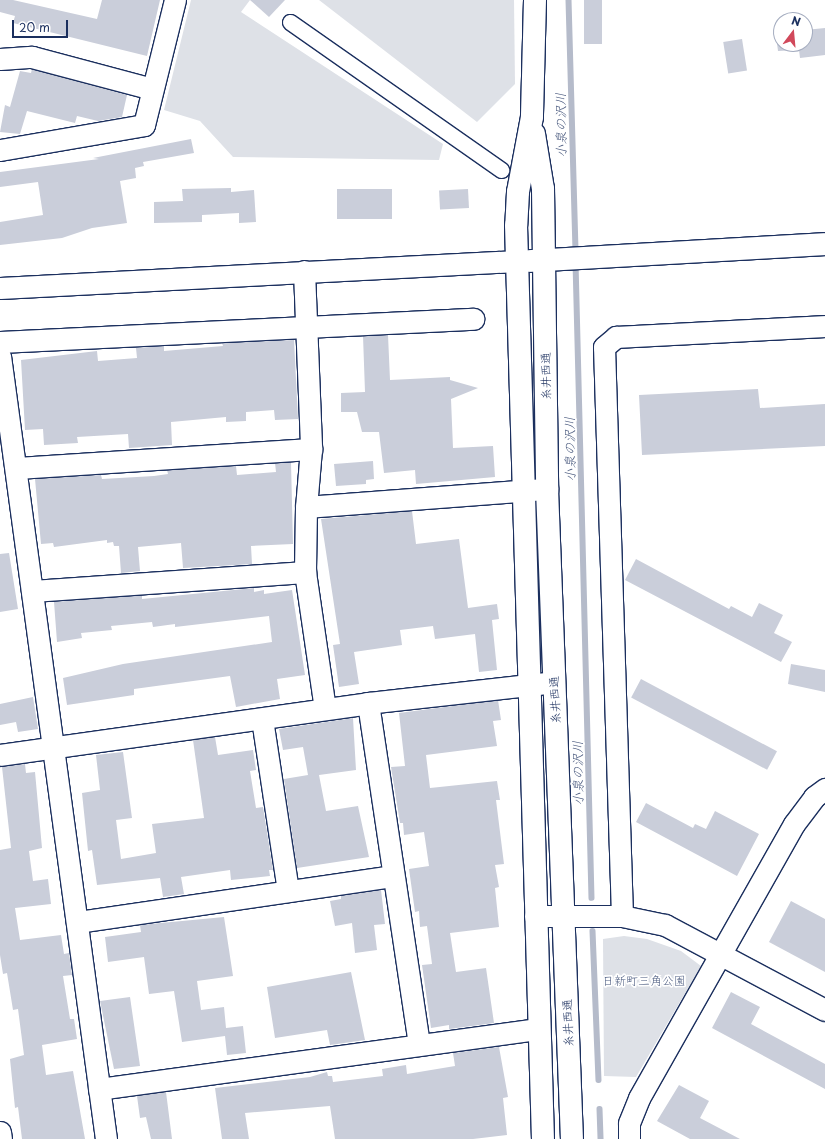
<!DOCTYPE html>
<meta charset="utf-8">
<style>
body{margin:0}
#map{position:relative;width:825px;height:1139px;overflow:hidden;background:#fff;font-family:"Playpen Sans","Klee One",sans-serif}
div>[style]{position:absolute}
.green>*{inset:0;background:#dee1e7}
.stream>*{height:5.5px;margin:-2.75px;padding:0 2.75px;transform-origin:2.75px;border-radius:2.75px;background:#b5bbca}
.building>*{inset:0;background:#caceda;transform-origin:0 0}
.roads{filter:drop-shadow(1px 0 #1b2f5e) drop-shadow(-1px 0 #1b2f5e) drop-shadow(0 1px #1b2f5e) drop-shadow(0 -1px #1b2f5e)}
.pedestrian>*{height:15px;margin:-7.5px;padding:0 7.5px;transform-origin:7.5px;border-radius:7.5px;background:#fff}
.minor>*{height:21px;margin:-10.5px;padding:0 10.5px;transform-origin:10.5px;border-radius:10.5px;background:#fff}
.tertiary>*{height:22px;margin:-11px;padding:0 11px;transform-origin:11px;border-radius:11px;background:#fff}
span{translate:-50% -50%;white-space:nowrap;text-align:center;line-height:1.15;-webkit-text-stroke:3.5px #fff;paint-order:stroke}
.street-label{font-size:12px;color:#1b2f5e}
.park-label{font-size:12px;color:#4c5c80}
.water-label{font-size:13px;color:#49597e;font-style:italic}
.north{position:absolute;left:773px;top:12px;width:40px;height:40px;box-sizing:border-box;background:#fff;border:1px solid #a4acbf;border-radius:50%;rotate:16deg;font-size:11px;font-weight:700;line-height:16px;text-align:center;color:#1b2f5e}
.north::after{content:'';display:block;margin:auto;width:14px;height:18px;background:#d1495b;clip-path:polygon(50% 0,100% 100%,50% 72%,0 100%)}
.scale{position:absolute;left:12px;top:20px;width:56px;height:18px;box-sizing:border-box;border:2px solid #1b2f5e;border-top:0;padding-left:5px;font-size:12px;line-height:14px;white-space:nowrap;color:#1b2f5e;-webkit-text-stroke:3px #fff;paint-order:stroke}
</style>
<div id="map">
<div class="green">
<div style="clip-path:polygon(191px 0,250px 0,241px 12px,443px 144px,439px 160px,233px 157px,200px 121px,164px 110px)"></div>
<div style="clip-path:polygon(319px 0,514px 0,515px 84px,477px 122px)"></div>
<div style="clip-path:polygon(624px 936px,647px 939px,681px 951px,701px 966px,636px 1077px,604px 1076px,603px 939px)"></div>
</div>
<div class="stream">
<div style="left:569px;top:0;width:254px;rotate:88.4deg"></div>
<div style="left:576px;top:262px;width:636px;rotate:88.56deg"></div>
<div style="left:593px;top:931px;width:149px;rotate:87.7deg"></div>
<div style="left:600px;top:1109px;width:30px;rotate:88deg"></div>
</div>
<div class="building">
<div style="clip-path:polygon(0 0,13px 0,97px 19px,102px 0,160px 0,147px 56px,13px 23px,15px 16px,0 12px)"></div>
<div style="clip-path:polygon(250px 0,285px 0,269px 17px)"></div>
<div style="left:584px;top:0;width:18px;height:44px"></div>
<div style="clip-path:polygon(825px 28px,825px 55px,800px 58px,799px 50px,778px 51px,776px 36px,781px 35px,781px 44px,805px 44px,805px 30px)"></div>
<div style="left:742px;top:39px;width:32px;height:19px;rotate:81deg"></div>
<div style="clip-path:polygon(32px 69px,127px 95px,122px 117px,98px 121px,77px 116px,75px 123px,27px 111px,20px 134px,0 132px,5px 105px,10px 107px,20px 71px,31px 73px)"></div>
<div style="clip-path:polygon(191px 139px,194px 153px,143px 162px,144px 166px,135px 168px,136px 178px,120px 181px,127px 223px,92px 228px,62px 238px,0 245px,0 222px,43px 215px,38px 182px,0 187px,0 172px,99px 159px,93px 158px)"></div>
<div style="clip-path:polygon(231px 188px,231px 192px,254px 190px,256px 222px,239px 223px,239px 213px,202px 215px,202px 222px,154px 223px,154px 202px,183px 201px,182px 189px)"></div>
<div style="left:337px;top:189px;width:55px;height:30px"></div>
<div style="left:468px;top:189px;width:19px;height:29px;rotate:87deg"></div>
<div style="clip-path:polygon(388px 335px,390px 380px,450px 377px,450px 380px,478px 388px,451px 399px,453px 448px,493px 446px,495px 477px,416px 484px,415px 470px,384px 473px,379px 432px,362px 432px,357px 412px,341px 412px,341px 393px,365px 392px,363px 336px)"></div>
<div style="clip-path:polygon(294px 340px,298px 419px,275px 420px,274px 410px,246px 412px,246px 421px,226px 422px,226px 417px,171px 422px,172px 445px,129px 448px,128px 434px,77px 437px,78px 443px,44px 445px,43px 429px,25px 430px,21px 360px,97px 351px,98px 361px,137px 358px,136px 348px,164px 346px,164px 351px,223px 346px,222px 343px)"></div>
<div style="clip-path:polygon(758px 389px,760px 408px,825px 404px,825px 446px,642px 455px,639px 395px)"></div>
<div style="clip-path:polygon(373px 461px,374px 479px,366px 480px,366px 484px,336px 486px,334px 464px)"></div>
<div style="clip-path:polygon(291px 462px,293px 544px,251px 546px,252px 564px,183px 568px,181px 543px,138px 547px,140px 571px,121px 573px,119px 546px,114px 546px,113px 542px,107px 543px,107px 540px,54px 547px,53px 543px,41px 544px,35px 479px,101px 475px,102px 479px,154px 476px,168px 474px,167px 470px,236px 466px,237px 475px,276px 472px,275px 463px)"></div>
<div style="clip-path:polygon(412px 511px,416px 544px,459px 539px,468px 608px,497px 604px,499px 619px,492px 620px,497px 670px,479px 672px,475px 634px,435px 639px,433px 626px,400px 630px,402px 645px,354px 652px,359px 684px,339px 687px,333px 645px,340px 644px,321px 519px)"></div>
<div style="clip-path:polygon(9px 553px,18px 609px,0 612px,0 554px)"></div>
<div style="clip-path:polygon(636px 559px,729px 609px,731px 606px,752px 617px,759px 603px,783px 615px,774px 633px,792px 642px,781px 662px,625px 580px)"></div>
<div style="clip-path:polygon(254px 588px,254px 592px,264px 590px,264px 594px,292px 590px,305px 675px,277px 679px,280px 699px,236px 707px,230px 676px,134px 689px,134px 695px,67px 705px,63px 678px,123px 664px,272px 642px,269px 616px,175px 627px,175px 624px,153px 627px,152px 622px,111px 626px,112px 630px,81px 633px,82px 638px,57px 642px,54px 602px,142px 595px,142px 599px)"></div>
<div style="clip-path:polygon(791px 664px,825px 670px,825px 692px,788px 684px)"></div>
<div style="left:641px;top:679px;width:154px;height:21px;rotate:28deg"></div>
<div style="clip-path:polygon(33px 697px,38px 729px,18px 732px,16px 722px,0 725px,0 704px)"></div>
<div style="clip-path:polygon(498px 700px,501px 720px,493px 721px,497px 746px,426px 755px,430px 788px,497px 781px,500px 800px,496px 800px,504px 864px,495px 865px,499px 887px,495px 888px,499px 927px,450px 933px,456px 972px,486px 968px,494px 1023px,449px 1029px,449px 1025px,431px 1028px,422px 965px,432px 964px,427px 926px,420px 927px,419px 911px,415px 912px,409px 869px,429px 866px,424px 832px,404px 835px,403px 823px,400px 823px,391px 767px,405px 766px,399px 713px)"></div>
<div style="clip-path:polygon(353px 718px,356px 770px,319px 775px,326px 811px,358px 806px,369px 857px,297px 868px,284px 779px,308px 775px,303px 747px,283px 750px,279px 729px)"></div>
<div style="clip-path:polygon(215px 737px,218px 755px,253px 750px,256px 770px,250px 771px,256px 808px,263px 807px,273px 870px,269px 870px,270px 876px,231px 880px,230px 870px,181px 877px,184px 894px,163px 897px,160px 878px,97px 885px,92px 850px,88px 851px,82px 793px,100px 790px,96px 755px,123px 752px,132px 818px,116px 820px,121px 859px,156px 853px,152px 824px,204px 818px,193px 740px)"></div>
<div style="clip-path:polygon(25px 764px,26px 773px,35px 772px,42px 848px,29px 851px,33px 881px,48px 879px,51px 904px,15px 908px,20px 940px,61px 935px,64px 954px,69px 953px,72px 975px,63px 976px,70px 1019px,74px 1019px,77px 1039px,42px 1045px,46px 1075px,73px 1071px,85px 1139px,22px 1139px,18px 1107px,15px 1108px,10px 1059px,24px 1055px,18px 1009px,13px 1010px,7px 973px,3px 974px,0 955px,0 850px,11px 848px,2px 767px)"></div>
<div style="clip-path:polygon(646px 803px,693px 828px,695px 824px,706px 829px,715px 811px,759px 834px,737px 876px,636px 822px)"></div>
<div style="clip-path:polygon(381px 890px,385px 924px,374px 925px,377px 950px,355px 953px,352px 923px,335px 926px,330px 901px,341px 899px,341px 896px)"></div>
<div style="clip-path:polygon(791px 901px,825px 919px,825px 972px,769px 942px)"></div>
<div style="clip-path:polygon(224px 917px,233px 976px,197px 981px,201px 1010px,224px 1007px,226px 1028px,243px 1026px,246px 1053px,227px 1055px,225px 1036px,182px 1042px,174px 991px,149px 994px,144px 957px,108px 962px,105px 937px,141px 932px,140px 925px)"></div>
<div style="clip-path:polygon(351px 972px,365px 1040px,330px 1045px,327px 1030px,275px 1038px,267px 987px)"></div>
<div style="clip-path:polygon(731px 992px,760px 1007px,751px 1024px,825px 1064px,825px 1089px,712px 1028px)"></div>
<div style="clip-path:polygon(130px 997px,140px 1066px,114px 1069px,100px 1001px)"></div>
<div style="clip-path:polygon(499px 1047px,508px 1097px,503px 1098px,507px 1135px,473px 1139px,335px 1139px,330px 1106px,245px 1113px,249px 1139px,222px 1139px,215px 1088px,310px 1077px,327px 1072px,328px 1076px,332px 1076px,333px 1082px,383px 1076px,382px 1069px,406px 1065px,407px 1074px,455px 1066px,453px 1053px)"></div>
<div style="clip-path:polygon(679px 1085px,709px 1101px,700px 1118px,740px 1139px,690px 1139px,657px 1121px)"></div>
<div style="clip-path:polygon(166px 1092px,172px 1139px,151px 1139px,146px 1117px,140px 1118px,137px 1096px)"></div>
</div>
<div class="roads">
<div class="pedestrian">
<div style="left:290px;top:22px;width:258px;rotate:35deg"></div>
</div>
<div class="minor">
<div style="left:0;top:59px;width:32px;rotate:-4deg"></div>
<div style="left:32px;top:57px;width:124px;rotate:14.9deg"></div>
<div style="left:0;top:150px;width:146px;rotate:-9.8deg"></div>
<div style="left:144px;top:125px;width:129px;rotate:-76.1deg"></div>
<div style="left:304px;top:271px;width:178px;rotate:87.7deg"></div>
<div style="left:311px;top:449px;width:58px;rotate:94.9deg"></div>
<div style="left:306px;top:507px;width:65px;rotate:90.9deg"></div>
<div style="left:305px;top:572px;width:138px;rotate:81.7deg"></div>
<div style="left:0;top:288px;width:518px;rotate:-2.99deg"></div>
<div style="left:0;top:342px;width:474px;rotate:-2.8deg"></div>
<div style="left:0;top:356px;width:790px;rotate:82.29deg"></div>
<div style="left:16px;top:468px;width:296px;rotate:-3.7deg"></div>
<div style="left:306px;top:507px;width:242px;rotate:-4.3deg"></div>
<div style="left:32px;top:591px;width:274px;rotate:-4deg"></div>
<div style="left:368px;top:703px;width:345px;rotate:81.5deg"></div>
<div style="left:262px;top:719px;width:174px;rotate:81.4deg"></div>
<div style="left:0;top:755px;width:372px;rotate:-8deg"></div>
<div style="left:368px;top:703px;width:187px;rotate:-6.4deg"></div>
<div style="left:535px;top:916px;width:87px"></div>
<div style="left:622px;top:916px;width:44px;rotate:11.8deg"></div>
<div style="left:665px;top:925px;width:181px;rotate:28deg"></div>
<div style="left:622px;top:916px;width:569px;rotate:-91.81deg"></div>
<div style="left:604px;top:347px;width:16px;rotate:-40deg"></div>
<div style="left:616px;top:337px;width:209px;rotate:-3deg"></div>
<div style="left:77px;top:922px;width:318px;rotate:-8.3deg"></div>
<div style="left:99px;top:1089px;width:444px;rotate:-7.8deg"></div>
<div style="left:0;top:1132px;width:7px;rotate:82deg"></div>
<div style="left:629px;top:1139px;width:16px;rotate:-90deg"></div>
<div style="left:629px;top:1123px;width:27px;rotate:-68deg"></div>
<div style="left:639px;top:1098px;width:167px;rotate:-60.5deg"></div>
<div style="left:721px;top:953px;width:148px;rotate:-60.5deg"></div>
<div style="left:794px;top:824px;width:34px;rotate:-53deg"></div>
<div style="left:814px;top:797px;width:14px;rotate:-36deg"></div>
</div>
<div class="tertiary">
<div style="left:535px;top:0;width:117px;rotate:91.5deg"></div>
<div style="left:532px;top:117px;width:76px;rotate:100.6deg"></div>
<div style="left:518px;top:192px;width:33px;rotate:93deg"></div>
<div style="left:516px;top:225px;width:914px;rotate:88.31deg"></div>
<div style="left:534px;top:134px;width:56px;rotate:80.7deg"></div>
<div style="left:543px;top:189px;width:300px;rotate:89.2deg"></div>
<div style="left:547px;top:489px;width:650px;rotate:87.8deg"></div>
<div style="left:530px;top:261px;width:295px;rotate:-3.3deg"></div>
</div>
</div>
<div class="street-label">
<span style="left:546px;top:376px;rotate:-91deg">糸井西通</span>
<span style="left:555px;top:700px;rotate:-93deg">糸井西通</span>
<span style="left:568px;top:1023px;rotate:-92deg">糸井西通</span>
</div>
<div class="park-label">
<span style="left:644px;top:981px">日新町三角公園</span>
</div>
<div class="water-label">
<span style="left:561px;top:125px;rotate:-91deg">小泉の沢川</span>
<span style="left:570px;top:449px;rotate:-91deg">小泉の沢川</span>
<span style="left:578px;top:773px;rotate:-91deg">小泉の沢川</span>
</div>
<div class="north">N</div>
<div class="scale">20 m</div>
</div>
━━━━━━━━━━━━━━━━━━━━━━━━━━━━━━
# Assignment
Scan the listing above. Gather each line that contains the word "stream".

# Answer section
.stream>*{height:5.5px;margin:-2.75px;padding:0 2.75px;transform-origin:2.75px;border-radius:2.75px;background:#b5bbca}
<div class="stream">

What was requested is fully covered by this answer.